Coroner: Asiana Airlines Passenger Survived Crash, Killed by Rig
(SAN FRANCISCO) -- A teenager who was thrown to the runway in the Asiana Airways plane crash earlier this month was killed when she was run over by at least one and maybe two rescue vehicles racing to the crash, officials said on Friday.
The cause of death for Ye Mengyuan, 16, was multiple blunt trauma "consistent with being run over by a motor vehicle," San Mateo County Coroner Robert Foucrault said in a news conference Friday. A forensic examination revealed that she was alive at the time when she was hit, he said.
San Francisco Fire Chief Joanne Hayes-White said she believes it was a specialized rig that came from the airport that fatally struck Mengyuan.
"My understanding is that she was not standing up. She was on the ground when our rigs, one rig or possibly two, made contact with her," Hayes-White said.
Asiana Airlines Flight 214, which originated in Shanghai and had a stopover in Seoul, South Korea, was carrying 291 passengers and 16 crew members when it crashed on the runway at San Francisco International Airport and burst into flames on July 6.

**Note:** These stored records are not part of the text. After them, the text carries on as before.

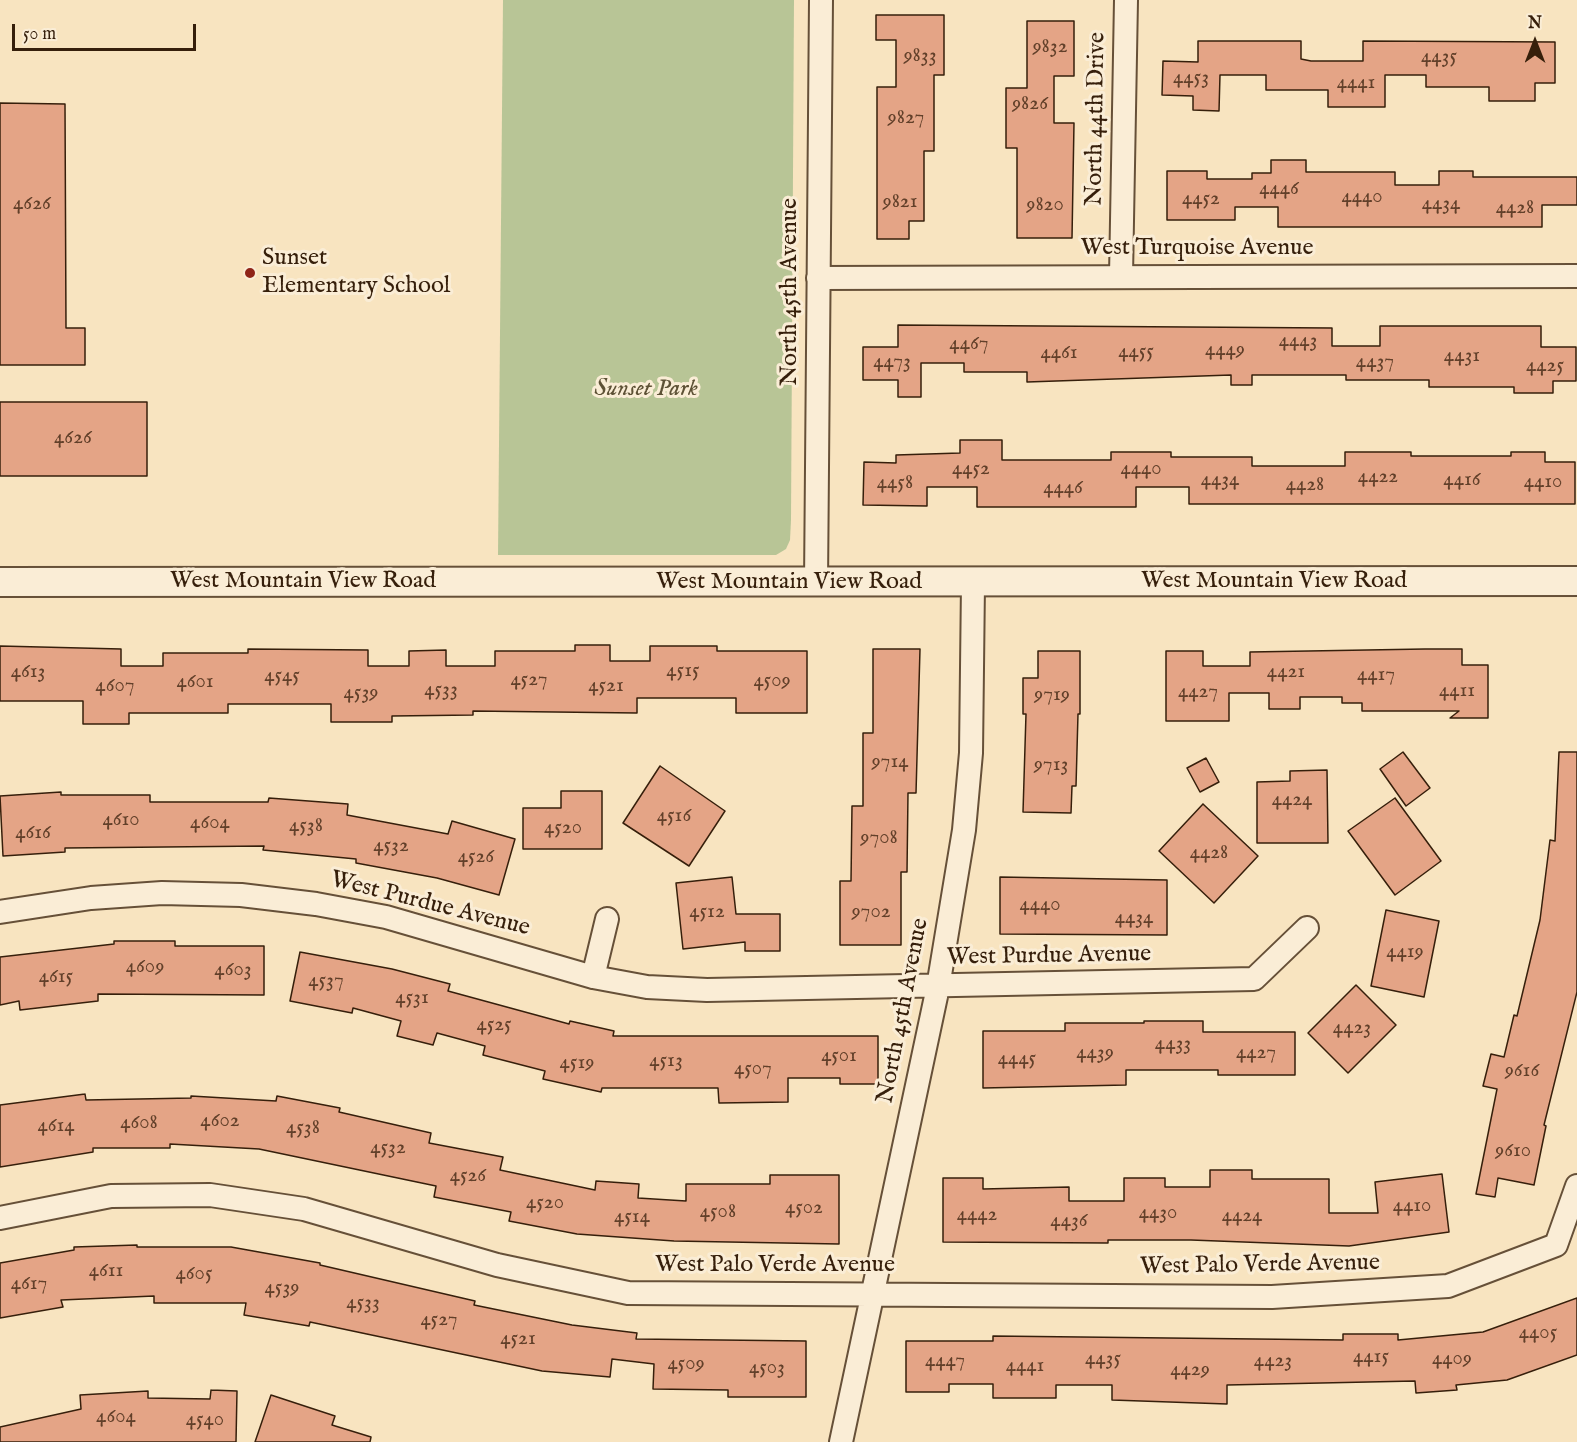 <!DOCTYPE html>
<html>
<head>
<meta charset="utf-8">
<style>
  body { margin:0 }
  #map { position:relative; width:1577px; height:1442px; overflow:hidden; background:#f8e4c0; font-family:"IM FELL English",serif }
  canvas { display:block }
  .north { position:absolute; left:1505px; top:12px; width:60px; height:60px; -webkit-text-stroke:4px #faedd6; paint-order:stroke; rotate:0deg; font-size:16px; font-weight:700; line-height:24px; text-align:center; color:#361f0b }
  .north::after { content:''; display:block; margin:auto; width:21px; height:27px; background:#361f0b; clip-path:polygon(50% 0,100% 100%,50% 72%,0 100%) }
  .scale { position:absolute; left:12px; top:24px; width:184px; height:27px; box-sizing:border-box; border:3px solid #361f0b; border-top:0; padding-left:8px; font-size:18px; line-height:21px; white-space:nowrap; color:#361f0b; -webkit-text-stroke:4px #faedd6; paint-order:stroke }
</style>
</head>
<body>
<div id="map">
<canvas width="1577" height="1442"></canvas>
<div class="north">N</div>
<div class="scale">50 m</div>
</div>
<script>
const g = document.querySelector('canvas').getContext('2d');
g.lineJoin = 'round';
function fill(path, color) {
  g.fillStyle = color;
  g.fill(path, 'evenodd');
}
function poly(rows) {
  const path = new Path2D();
  for (const r of rows) {
    path.moveTo(r[0], r[1]);
    for (let i = 2; i < r.length; i += 2) path.lineTo(r[i], r[i + 1]);
  }
  return path;
}
function trace(path, color, width, dash) {
  g.strokeStyle = color;
  g.lineWidth = width;
  g.lineCap = dash ? 'butt' : 'round';
  g.setLineDash(dash || []);
  g.stroke(path);
}
function label(font, color, halo, rows, align = 'center') {
  g.font = font + ' "IM FELL English",serif';
  g.lineWidth = 6;
  g.setLineDash([]);
  g.textBaseline = 'middle';
  g.strokeStyle = halo;
  g.fillStyle = color;
  for (const [text, x, y, turn = 0] of rows) {
    g.save();
    g.translate(x, y);
    g.rotate((+turn || 0) * Math.PI / 180);
    g.textAlign = isNaN(turn) ? turn : align;
    if (halo) g.strokeText(text, 0, 0);
    g.fillText(text, 0, 0);
    g.restore();
  }
}
fill(poly([
  [503,0,794,0,791,520,790,540,786,549,776,555,498,555]
]), '#b8c596');
const building = poly([
  [876,15,944,15,944,75,934,75,934,151,924,151,924,221,909,221,909,239,877,239,877,87,896,87,896,40,876,40,876,15],
  [1027,21,1074,21,1074,76,1054,76,1054,123,1074,123,1072,238,1017,238,1017,148,1006,148,1006,88,1027,88,1027,21],
  [1198,41,1301,41,1301,59,1311,61,1363,61,1363,41,1555,42,1555,83,1535,83,1535,101,1489,101,1489,87,1426,87,1426,75,1385,75,1385,107,1328,107,1328,90,1266,90,1266,75,1220,75,1219,111,1193,110,1193,96,1162,95,1163,61,1198,62,1198,41],
  [0,103,65,104,66,328,85,328,85,365,0,365,0,103],
  [1271,160,1306,160,1306,172,1395,172,1395,185,1439,185,1439,171,1473,171,1473,177,1577,177,1577,205,1542,205,1542,227,1278,227,1278,207,1235,207,1235,220,1167,220,1167,171,1207,171,1207,179,1252,179,1252,173,1271,173,1271,160],
  [898,325,1332,328,1332,346,1380,346,1380,326,1541,326,1541,347,1576,347,1576,381,1553,381,1553,393,1514,393,1514,387,1429,387,1429,380,1346,380,1346,375,1252,375,1252,385,1231,385,1231,375,1027,382,1027,372,964,372,964,363,921,363,921,397,898,397,898,380,863,380,863,347,898,347,898,325],
  [0,402,147,402,147,476,0,476,0,402],
  [960,440,1002,440,1002,460,1111,460,1111,452,1171,452,1171,457,1252,457,1252,466,1345,466,1345,452,1411,452,1411,456,1511,456,1511,452,1545,452,1545,462,1575,462,1575,504,1189,504,1189,487,1136,487,1136,507,977,507,977,487,927,487,927,506,863,505,864,462,896,463,896,455,960,453,960,440],
  [575,645,610,645,610,661,650,661,650,646,717,646,717,651,807,651,807,713,736,713,736,698,637,698,637,713,473,711,473,715,392,716,392,722,331,722,331,704,228,704,228,713,129,713,129,724,83,724,83,701,0,701,0,646,121,649,121,666,163,666,163,653,248,653,248,649,368,650,368,666,409,666,409,651,446,650,446,666,495,666,495,651,575,651,575,645],
  [873,649,920,649,916,793,908,793,907,872,901,872,901,945,840,945,840,881,851,881,852,806,863,806,863,733,873,733,873,649],
  [1425,649,1462,649,1462,665,1488,665,1488,718,1450,718,1459,711,1362,711,1362,703,1342,703,1342,697,1300,697,1300,709,1269,709,1269,693,1229,693,1229,721,1166,721,1166,651,1203,651,1203,666,1250,666,1250,652,1425,649],
  [1038,651,1080,651,1080,714,1078,714,1076,786,1072,786,1071,813,1023,812,1026,714,1023,714,1023,678,1038,678,1038,651],
  [1403,752,1430,788,1406,806,1380,769,1403,752],
  [1559,752,1577,752,1577,992,1544,1125,1546,1126,1534,1185,1498,1178,1495,1197,1476,1194,1497,1089,1483,1086,1491,1054,1504,1057,1514,1015,1517,1016,1540,920,1550,840,1555,841,1559,752],
  [1206,758,1219,782,1200,792,1187,768,1206,758],
  [660,766,725,811,689,866,623,823,660,766],
  [1327,770,1328,843,1257,843,1257,782,1290,781,1290,771,1327,770],
  [561,791,602,791,602,849,523,849,523,808,561,808,561,791],
  [61,792,61,795,150,795,150,802,268,802,269,798,348,804,347,815,448,834,452,821,515,839,499,895,437,878,356,863,356,859,263,850,264,846,65,848,65,852,3,856,0,796,61,792],
  [1395,798,1441,861,1395,895,1348,831,1395,798],
  [1203,804,1258,856,1214,903,1159,851,1203,804],
  [732,877,736,914,780,914,780,951,745,951,745,942,683,949,676,883,732,877],
  [1000,877,1167,880,1167,935,1000,934,1000,877],
  [1386,910,1439,921,1424,997,1371,986,1386,910],
  [114,941,175,941,175,946,264,946,264,995,98,994,98,1001,20,1010,19,1001,0,1005,0,957,114,944,114,941],
  [300,952,392,969,450,984,448,991,569,1024,570,1021,614,1031,613,1036,878,1036,878,1084,840,1084,840,1078,788,1078,788,1102,719,1103,718,1088,602,1088,601,1092,543,1079,545,1071,483,1055,485,1046,437,1033,433,1045,397,1036,401,1021,353,1008,352,1013,290,1001,300,952],
  [1356,985,1396,1025,1348,1073,1308,1033,1356,985],
  [1144,1021,1203,1021,1203,1032,1295,1032,1295,1075,1218,1075,1218,1070,1126,1070,1126,1085,983,1088,983,1031,1065,1031,1065,1023,1144,1023,1144,1021],
  [85,1094,86,1100,191,1098,191,1096,276,1101,277,1096,340,1108,339,1112,431,1133,429,1143,503,1157,500,1170,595,1190,596,1181,639,1184,638,1198,686,1201,686,1184,770,1184,770,1175,839,1175,839,1244,674,1241,577,1234,509,1221,511,1212,434,1197,436,1186,259,1149,170,1144,170,1148,93,1148,93,1152,0,1167,0,1105,85,1094],
  [1210,1170,1252,1170,1252,1179,1329,1179,1329,1213,1378,1213,1375,1182,1442,1174,1449,1232,1349,1246,1191,1240,1108,1240,1108,1243,943,1242,943,1178,983,1178,983,1189,1069,1187,1069,1201,1124,1201,1124,1178,1165,1178,1165,1187,1210,1187,1210,1170],
  [137,1245,137,1247,231,1247,320,1263,320,1265,475,1301,474,1305,572,1325,637,1333,636,1339,806,1341,806,1397,728,1397,728,1390,653,1389,654,1364,612,1359,610,1377,542,1371,310,1322,309,1326,244,1315,246,1303,154,1303,154,1296,61,1300,63,1307,0,1318,0,1263,74,1250,74,1247,137,1245],
  [1577,1298,1577,1355,1507,1380,1456,1385,1457,1390,1416,1393,1415,1381,1227,1385,1227,1404,1112,1400,1112,1385,1056,1385,1056,1398,993,1398,993,1384,949,1384,949,1392,906,1392,906,1341,993,1341,993,1336,1343,1340,1343,1334,1398,1334,1398,1340,1483,1332,1577,1298],
  [211,1390,237,1391,236,1442,0,1442,0,1427,81,1409,80,1395,148,1391,148,1398,210,1399,211,1390],
  [271,1395,335,1416,332,1425,371,1437,370,1442,255,1442,271,1395]
]);
fill(building, '#e4a486');
trace(building, '#361f0b', 1.5);
const minor = poly([
  [1121,276,1126,0],
  [818,278,1577,276],
  [816,584,821,0],
  [0,912,91,898,162,893,241,895,316,904,386,917,593,977,647,987,707,990,1254,979,1307,928],
  [593,977,607,919],
  [0,1218,111,1196,210,1195,304,1209,497,1265,628,1293,1272,1297,1448,1286,1556,1245,1577,1186],
  [841,1442,938,987,964,830,971,753,973,583]
]);
const tertiary = poly([
  [0,582,1577,581]
]);
trace(minor, '#665038', 26);
trace(tertiary, '#665038', 32);
trace(minor, '#faedd6', 22);
trace(tertiary, '#faedd6', 28);
for (const [x, y, r, color] of [
  [250,273,6,"#8f2418"]
]) {
  const dot = new Path2D();
  dot.arc(x, y, r, 0, 2 * Math.PI);
  g.fillStyle = color;
  g.fill(dot);
  trace(dot, '#faedd6', 2);
}
label('21px', '#62402a', null, [
  ["9832",1050,48],
  ["9833",920,57],
  ["4435",1439,58],
  ["4453",1191,79],
  ["4441",1356,84],
  ["9826",1030,105],
  ["9827",906,119],
  ["4446",1279,190],
  ["4440",1362,198],
  ["4452",1201,200],
  ["9821",900,203],
  ["4626",32,205],
  ["4434",1441,205],
  ["9820",1045,206],
  ["4428",1515,209],
  ["4443",1298,342],
  ["4467",969,345],
  ["4449",1225,351],
  ["4455",1136,353],
  ["4461",1059,354],
  ["4431",1462,357],
  ["4473",892,363],
  ["4437",1375,363],
  ["4425",1545,367],
  ["4626",73,439],
  ["4452",971,470],
  ["4440",1141,470],
  ["4422",1378,478],
  ["4434",1220,481],
  ["4416",1462,481],
  ["4410",1543,483],
  ["4458",895,484],
  ["4428",1305,486],
  ["4446",1063,489],
  ["4515",683,672],
  ["4613",28,673],
  ["4421",1286,673],
  ["4417",1376,676],
  ["4545",282,677],
  ["4527",529,681],
  ["4509",772,682],
  ["4601",195,683],
  ["4607",115,687],
  ["4521",606,687],
  ["4533",441,691],
  ["4411",1457,692],
  ["4427",1198,693],
  ["4539",361,694],
  ["9719",1052,696],
  ["9714",890,763],
  ["9713",1051,766],
  ["4424",1292,801],
  ["4516",674,817],
  ["4610",121,821],
  ["4604",210,824],
  ["4538",306,827],
  ["4520",563,829],
  ["4616",33,834],
  ["9708",879,839],
  ["4532",391,847],
  ["4428",1209,854],
  ["4526",476,858],
  ["4440",1040,906],
  ["4512",707,913],
  ["9702",871,913],
  ["4434",1134,919],
  ["4419",1405,953],
  ["4609",145,968],
  ["4603",233,971],
  ["4615",56,978],
  ["4537",326,982],
  ["4531",412,999],
  ["4525",494,1026],
  ["4423",1352,1029],
  ["4433",1173,1045],
  ["4439",1095,1054],
  ["4427",1256,1054],
  ["4501",839,1057],
  ["4445",1017,1060],
  ["4513",666,1062],
  ["4519",577,1064],
  ["4507",753,1070],
  ["9616",1522,1072],
  ["4602",220,1122],
  ["4608",139,1124],
  ["4614",56,1127],
  ["4538",303,1129],
  ["4532",388,1149],
  ["9610",1513,1152],
  ["4526",468,1177],
  ["4520",545,1204],
  ["4410",1412,1207],
  ["4502",804,1209],
  ["4508",718,1213],
  ["4430",1158,1214],
  ["4442",977,1216],
  ["4424",1242,1217],
  ["4514",632,1218],
  ["4436",1069,1222],
  ["4611",106,1272],
  ["4605",194,1275],
  ["4617",29,1285],
  ["4539",282,1289],
  ["4533",363,1304],
  ["4527",439,1321],
  ["4405",1538,1334],
  ["4521",518,1340],
  ["4415",1371,1358],
  ["4435",1103,1360],
  ["4409",1452,1360],
  ["4447",945,1362],
  ["4423",1273,1362],
  ["4509",686,1365],
  ["4441",1025,1367],
  ["4503",767,1369],
  ["4429",1190,1371],
  ["4604",116,1418],
  ["4540",205,1421]
]);
label('24px', '#361f0b', '#faedd6', [
  ["North 44th Drive",1097,119,-89],
  ["West Turquoise Avenue",1197,249],
  ["North 45th Avenue",791,292,-90],
  ["West Mountain View Road",303,582],
  ["West Mountain View Road",1274,582],
  ["West Mountain View Road",789,583],
  ["West Purdue Avenue",430,905,14],
  ["West Purdue Avenue",1049,957,-1],
  ["North 45th Avenue",904,1011,-79],
  ["West Palo Verde Avenue",775,1266],
  ["West Palo Verde Avenue",1260,1266,-1]
]);
label('24px', '#361f0b', '#faedd6', [
  ["Sunset",262,259],
  ["Elementary School",262,287]
], 'left');
label('italic 24px', '#5d5135', '#faedd6', [
  ["Sunset Park",646,390]
]);
</script>
</body>
</html>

Mengyuan and Wang Linjia, both 16 and students from China, had been sitting in the rear of the plane and were tossed out of the plane when the tail smashed into the ground and broke away from the rest of the plane. Three flight attendants were also ejected from the plane.
Mengyuan's body was found on the ground, covered in the foam sprayed to quell the flames of the Boeing 777.
Hayes-White said that emergency responders are "very emotional from this incident."
The death toll from the flight's crash rose to three on July 12 after a third young girl died from the injuries she sustained, San Francisco General Hospital said in a statement.
More than 180 people onboard were initially taken to hospitals for treatment.
Federal investigators have yet to indicate whether the crash can be attributed to pilot error, while they analyze data recovered from the plane's black boxes.
Investigators have said that Flight 214 was flying "significantly below" its target speed during approach when the crew tried to abort the landing just before the plane crashed onto the runway.